— Working data —
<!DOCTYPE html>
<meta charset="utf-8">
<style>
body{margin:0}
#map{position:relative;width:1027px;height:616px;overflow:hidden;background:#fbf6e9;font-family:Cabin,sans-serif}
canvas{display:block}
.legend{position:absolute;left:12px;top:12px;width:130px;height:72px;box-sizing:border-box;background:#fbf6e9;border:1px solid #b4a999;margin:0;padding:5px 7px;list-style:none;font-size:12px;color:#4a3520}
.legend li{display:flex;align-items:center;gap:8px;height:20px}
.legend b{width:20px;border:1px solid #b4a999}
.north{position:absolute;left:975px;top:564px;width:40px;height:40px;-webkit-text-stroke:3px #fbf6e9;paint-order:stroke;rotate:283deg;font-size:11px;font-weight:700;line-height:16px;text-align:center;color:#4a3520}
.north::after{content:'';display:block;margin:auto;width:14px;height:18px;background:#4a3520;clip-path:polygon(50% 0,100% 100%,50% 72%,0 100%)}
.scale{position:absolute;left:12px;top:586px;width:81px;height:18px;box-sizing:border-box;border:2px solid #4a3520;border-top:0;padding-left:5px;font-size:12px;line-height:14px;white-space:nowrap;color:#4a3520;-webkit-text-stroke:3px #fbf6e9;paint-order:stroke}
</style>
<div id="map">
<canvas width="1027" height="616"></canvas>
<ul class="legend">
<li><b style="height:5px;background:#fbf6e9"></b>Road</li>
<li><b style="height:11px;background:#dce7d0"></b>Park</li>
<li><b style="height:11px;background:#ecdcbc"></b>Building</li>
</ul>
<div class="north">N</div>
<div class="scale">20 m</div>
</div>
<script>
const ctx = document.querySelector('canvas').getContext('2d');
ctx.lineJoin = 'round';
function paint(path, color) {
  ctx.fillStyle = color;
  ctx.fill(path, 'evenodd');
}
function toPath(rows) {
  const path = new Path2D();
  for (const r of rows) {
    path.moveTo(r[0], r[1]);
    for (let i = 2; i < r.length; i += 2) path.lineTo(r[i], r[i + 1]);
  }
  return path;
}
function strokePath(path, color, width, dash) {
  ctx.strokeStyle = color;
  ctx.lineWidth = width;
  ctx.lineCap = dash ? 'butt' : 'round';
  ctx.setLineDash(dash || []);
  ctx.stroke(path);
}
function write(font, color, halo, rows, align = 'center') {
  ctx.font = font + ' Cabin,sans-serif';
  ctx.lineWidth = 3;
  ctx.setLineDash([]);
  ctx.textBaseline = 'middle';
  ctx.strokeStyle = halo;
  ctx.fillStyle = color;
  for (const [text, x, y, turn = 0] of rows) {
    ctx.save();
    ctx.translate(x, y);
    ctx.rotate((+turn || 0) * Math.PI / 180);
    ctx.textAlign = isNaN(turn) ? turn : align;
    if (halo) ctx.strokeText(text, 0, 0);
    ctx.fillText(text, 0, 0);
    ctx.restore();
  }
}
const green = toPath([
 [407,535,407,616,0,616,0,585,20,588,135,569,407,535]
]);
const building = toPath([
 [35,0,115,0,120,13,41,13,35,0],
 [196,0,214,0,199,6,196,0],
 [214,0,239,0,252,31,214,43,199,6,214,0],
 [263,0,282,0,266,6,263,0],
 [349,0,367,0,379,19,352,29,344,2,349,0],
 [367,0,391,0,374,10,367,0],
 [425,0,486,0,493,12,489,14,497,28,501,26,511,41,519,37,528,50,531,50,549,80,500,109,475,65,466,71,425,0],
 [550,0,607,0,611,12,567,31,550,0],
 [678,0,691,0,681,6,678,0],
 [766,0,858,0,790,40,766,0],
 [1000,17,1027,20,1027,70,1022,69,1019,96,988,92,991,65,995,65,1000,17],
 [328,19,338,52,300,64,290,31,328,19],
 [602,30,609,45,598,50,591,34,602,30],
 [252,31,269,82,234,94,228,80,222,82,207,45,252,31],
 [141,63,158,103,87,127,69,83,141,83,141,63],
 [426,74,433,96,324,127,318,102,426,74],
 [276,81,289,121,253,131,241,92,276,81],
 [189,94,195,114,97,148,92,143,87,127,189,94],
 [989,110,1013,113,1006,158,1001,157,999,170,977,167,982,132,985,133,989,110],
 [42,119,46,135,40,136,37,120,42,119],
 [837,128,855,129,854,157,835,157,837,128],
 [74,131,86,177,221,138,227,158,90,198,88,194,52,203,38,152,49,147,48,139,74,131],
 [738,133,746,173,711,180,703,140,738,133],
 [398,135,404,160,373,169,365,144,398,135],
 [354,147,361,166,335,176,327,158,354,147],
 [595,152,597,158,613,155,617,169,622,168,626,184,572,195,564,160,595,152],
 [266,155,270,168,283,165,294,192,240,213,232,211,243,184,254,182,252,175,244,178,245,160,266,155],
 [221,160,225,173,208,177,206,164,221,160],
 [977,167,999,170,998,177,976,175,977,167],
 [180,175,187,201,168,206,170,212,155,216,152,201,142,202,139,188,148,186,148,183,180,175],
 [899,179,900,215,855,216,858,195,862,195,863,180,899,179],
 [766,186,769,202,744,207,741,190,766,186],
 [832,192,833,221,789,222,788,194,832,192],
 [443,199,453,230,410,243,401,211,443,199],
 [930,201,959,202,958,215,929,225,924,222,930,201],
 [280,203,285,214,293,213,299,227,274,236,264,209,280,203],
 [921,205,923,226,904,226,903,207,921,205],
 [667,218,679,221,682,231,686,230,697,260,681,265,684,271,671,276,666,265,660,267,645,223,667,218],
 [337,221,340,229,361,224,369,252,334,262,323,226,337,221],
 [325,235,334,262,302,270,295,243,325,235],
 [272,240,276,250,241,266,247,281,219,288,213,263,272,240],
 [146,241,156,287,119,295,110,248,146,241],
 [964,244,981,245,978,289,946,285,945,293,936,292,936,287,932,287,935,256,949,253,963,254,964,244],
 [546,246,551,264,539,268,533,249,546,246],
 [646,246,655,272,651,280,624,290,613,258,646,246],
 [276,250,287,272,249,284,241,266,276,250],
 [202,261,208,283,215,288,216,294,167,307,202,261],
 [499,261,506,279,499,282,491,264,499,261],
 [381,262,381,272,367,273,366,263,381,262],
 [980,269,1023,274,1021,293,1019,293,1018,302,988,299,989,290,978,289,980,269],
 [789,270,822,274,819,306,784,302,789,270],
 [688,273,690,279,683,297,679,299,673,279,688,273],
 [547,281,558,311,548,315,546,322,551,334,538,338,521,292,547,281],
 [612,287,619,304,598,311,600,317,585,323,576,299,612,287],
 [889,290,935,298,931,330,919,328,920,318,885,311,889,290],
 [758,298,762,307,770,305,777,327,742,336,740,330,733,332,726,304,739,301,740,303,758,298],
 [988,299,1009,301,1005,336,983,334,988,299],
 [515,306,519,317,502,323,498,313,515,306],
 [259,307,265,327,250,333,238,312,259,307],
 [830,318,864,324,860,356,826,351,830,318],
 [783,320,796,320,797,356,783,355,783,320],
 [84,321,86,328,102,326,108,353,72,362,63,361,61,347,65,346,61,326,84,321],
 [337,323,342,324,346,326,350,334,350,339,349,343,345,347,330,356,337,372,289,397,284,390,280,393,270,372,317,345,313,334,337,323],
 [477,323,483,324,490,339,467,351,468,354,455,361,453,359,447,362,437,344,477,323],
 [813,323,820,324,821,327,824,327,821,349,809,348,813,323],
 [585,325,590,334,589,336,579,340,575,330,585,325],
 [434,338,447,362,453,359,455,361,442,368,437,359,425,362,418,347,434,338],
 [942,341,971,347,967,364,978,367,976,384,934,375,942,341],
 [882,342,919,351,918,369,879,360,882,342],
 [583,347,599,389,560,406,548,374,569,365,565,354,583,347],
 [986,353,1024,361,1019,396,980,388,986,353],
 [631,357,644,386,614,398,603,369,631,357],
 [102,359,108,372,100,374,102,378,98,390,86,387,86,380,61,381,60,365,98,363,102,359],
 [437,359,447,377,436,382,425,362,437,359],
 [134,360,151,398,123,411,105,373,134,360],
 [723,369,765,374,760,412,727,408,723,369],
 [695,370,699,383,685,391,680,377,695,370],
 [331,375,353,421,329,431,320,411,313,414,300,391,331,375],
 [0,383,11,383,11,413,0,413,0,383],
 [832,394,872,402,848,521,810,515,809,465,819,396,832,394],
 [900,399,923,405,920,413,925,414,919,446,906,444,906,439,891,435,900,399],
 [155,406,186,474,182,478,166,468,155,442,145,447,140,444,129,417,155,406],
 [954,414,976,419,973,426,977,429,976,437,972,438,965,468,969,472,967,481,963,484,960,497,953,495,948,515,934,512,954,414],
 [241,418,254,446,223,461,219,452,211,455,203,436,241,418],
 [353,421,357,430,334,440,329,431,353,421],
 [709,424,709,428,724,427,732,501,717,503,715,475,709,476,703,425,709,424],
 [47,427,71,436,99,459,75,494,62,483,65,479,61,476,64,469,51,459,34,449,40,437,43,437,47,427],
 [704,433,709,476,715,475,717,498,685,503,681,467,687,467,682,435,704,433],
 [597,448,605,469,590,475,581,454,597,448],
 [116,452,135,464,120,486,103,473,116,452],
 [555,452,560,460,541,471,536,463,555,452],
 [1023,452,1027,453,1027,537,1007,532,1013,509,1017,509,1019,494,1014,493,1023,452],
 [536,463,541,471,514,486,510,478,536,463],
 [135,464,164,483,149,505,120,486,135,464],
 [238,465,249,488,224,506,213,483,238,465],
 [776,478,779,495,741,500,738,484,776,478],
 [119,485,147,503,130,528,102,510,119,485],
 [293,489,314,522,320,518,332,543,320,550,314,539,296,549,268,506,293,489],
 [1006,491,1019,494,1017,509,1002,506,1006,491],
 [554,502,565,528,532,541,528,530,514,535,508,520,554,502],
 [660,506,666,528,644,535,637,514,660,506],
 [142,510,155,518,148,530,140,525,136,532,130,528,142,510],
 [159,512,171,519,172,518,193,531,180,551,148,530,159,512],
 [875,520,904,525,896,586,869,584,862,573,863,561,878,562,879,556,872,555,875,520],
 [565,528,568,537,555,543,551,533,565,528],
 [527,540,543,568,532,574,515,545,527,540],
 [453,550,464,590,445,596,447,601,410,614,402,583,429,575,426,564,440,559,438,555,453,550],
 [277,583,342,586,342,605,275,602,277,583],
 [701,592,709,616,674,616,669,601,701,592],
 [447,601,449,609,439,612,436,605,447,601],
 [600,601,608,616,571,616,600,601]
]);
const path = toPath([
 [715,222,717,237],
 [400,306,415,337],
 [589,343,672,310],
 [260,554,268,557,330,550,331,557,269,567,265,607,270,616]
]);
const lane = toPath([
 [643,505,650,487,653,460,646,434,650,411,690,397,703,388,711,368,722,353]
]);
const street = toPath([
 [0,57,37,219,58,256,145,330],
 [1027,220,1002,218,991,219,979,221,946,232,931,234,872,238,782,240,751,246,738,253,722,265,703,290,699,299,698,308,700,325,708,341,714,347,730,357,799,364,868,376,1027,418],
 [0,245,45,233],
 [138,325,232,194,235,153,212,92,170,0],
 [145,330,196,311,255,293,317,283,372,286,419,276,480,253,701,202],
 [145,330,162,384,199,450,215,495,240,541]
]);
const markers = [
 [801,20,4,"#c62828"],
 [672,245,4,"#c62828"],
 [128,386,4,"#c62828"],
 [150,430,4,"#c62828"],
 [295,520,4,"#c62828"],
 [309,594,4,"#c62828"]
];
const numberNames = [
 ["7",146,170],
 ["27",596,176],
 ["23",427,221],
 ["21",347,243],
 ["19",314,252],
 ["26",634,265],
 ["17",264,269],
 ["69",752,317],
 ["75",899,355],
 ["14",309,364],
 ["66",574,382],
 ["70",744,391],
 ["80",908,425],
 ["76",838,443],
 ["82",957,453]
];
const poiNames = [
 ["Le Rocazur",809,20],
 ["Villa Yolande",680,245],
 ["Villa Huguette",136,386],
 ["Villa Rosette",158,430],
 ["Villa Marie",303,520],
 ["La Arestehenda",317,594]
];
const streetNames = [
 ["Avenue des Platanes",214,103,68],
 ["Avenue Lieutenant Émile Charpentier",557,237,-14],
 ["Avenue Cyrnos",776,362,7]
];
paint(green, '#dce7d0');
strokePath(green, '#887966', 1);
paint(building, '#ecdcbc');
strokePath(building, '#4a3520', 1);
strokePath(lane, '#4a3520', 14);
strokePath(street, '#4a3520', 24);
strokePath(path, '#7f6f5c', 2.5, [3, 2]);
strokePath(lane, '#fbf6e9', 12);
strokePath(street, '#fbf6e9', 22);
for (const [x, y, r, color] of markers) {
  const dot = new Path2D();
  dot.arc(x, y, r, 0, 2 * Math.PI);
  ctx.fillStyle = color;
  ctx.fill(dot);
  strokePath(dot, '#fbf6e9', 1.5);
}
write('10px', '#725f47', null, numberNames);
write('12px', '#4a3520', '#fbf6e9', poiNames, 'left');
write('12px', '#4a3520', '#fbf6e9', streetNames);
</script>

— Problem requirements —
Only the number is wanted: how many lines of the material above include the word "function"?

— Your solution —
4